During a two-day meeting later this week in a stately neo-baroque building in Tokyo, nine men may vote to end one of the oddest periods in the history of central banking – and send one of the clearness signals yet that Japan’s economy has finally emerged from 15 years of stagnation. Led by Governor Toshihiko Fukui, the monetary policy committee at the Bank of Japan (BOJ) will vote on whether to raise its overnight lending rate to 0.25% or leave it at zero, where it has been for more than five years.

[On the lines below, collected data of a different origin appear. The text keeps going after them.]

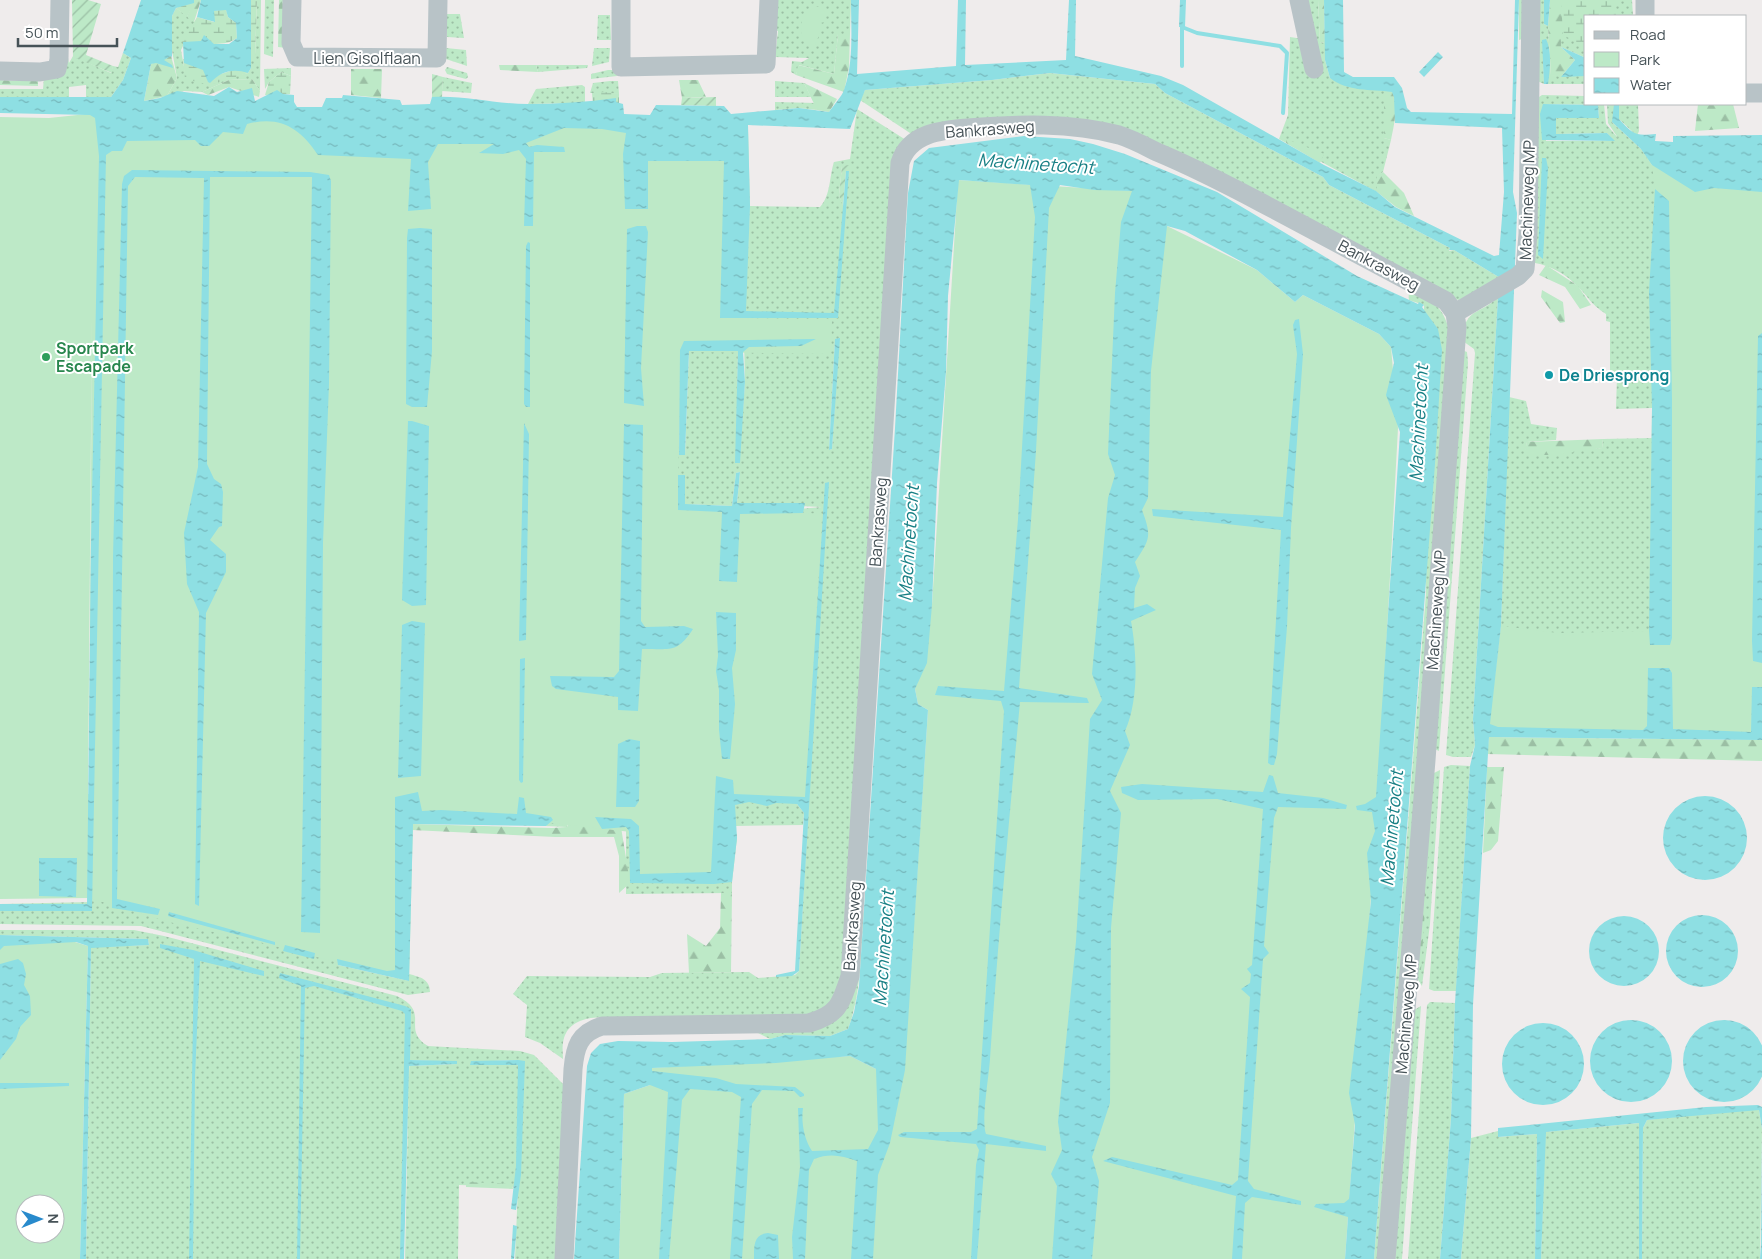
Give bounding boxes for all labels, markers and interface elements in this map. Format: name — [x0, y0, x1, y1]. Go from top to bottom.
scale bar — [18, 15, 116, 47]
legend — [1584, 15, 1747, 105]
text: 50 m — [25, 22, 59, 43]
text: Road — [1630, 24, 1666, 45]
street label: Lien Gisolflaan — [313, 47, 421, 69]
text: Park — [1630, 49, 1660, 70]
text: Water — [1630, 74, 1672, 95]
street label: Bankrasweg — [945, 115, 1035, 143]
street label: Machineweg MP — [1514, 139, 1540, 260]
water label: Machinetocht — [977, 147, 1097, 179]
street label: Bankrasweg — [1334, 234, 1424, 296]
place label: Sportpark Escapade — [56, 337, 134, 377]
marker: Sportpark Escapade — [40, 351, 52, 363]
water label: Machinetocht — [1403, 362, 1433, 482]
place label: De Driesprong — [1559, 364, 1669, 386]
marker: De Driesprong — [1543, 369, 1555, 381]
street label: Bankrasweg — [864, 477, 892, 567]
water label: Machinetocht — [892, 482, 924, 602]
street label: Machineweg MP — [1421, 549, 1451, 671]
water label: Machinetocht — [1374, 767, 1408, 887]
street label: Bankrasweg — [838, 881, 866, 971]
water label: Machinetocht — [867, 887, 899, 1007]
street label: Machineweg MP — [1390, 953, 1422, 1075]
north arrow — [15, 1194, 65, 1244]
text: N — [44, 1214, 63, 1224]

That shift would not just demonstrate that the BOJ believes the world’s second-largest economy is now on sound footing- it would also have a profound effect on global markets and both corporate and private borrowers. The rate hike is by no means guaranteed- the BOJ could wait until its next meeting in August or beyond. But 32 out of 41 analysts and traders surveyed by Reuters last week said they expect an increase at this week’s meeting. Yasunari Ueno, chief market economist at Mizuho Securities, says, “I put the possibility for a hike this week at 80% to 90%.
If it doesn’t happen, there’s nonetheless a widespread belief that it will inevitably do so in the next few months- and that the first rise will likely be followed by more. This conviction is an indication of just how far the Japanese economy has come. Following the stock and property collapse of the early ‘90s, most businesses and consumers drastically cut their spending and investments. With demand falling, prices dropped too, exacerbating businesses’ unwillingness to invest in new ventures, and Japan found itself in a disastrous deflationary spiral. In desperation, the BOJ reduced interest rates to zero.
In 1999, it had little impact for years because, Japanese companies were hobbled by so many other problems, like bloated payrolls and debt-laden balance sheets. Under the reform agenda initiated by Prime Minister, Junichiro Koizumi in 2001, however, the Japanese industry began to modernize and streamline: Taking the helm of the BOJ in 2003 as Koizumi’s handpicked favorite.
Fukui led central-bank intervention into uncharted waters. His predecessor frequently claimed impotence, saying there was little a central bank could do to stoke an economy’s fires once it had lowered rates to zero. But Fukul stepped up and initiated a series of unorthodox “quantitative easing” programs designed to flood the market with easy money. For example, he more than doubled the target for current- account deposits held by financial Institutions and he ramped up the BOJ’s purchases of corporate and government bonds. With increased deposits, banks had more money to put on the Street; and the BOJ’s shopping spree also put more money in circulation.